The prestigious journal details the case of a previously healthy 18-year-old woman who consulted a team of gastrointestinal specialists.
She complained of a five-month history of pain and swelling in her abdomen, vomiting after eating and a 40-pound weight loss.
After a scan of the woman's abdomen showed a large mass, doctors lowered a scope through her esophagus.
It revealed "a large bezoar occluding nearly the entire stomach," wrote Drs. Ronald M. Levy and Srinadh Komanduri, gastroenterologists at Rush University Medical Center in Chicago, Illinois.

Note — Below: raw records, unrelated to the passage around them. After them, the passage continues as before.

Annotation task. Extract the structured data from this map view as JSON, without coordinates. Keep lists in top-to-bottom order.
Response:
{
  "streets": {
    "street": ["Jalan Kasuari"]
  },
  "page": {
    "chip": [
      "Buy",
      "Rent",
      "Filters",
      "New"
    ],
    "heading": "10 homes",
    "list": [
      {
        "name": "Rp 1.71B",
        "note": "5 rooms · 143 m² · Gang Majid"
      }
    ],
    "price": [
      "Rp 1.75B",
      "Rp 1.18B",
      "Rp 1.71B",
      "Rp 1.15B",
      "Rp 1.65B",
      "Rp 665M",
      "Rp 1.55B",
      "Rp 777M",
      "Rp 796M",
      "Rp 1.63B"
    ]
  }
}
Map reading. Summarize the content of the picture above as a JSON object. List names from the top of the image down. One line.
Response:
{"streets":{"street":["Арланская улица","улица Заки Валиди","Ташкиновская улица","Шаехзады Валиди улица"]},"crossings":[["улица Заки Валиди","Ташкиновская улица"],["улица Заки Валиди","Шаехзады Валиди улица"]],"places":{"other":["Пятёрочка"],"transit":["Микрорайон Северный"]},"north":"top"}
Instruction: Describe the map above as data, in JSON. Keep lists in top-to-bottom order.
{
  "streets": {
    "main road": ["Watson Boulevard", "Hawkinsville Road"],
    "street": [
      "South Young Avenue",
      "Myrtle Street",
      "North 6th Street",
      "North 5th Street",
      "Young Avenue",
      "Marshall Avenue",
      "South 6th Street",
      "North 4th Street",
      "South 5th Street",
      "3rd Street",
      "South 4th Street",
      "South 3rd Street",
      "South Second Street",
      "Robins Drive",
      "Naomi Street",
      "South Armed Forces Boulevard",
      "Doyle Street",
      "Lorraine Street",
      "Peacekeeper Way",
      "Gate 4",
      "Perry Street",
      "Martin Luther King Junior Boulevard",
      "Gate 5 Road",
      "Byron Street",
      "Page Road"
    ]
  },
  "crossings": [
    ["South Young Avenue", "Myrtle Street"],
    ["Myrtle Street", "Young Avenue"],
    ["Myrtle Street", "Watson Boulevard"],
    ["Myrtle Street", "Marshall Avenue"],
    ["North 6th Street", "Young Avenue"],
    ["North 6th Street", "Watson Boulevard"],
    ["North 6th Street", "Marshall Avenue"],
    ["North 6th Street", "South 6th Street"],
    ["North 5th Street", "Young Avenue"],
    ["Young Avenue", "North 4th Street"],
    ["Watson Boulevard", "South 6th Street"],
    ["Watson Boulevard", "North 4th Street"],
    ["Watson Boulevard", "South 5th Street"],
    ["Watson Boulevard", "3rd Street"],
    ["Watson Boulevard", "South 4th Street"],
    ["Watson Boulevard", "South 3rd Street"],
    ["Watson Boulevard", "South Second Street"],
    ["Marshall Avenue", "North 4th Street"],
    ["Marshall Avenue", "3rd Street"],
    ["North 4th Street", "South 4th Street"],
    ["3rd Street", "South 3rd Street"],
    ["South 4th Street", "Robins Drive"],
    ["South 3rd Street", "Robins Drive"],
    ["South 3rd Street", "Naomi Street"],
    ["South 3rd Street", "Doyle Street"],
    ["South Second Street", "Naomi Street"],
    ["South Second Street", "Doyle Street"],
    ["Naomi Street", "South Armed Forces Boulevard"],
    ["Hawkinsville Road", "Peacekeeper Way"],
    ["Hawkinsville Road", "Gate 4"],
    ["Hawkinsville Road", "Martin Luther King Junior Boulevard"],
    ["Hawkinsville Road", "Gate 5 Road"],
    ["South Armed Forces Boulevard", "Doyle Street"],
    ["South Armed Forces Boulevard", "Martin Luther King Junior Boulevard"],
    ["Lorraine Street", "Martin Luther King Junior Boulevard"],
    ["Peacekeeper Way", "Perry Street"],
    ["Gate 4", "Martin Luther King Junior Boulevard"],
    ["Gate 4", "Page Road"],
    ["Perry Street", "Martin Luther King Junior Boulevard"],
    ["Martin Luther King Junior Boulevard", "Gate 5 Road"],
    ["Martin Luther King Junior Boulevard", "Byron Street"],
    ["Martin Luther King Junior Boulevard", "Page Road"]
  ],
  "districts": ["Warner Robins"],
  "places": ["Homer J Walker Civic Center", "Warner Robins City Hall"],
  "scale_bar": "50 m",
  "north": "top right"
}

For the uninitiated, a bezoar is a ball of swallowed foreign material.
"On questioning, the patient stated that she had had a habit of eating her hair for many years -- a condition called trichophagia," they wrote.
"It seemed like she'd been doing this for several years," Levy told CNN.
The woman underwent surgery to remove the mass of black, curly hair, which weighed 10 pounds and measured 15 inches by 7 inches by 7 inches, the doctors said.
Five days later, she was eating normally and was sent home.
A year later, the pain and vomiting were gone, the patient had regained 20 pounds "and reports that she has stopped eating her hair."
Reached at his home in Chicago, Levy said he had no idea whether the journal's timing of the publication on Thanksgiving was intentional.
Either way, he said, it would not affect the gastroenteritis's holiday dinner plans -- "We don't get fazed by much."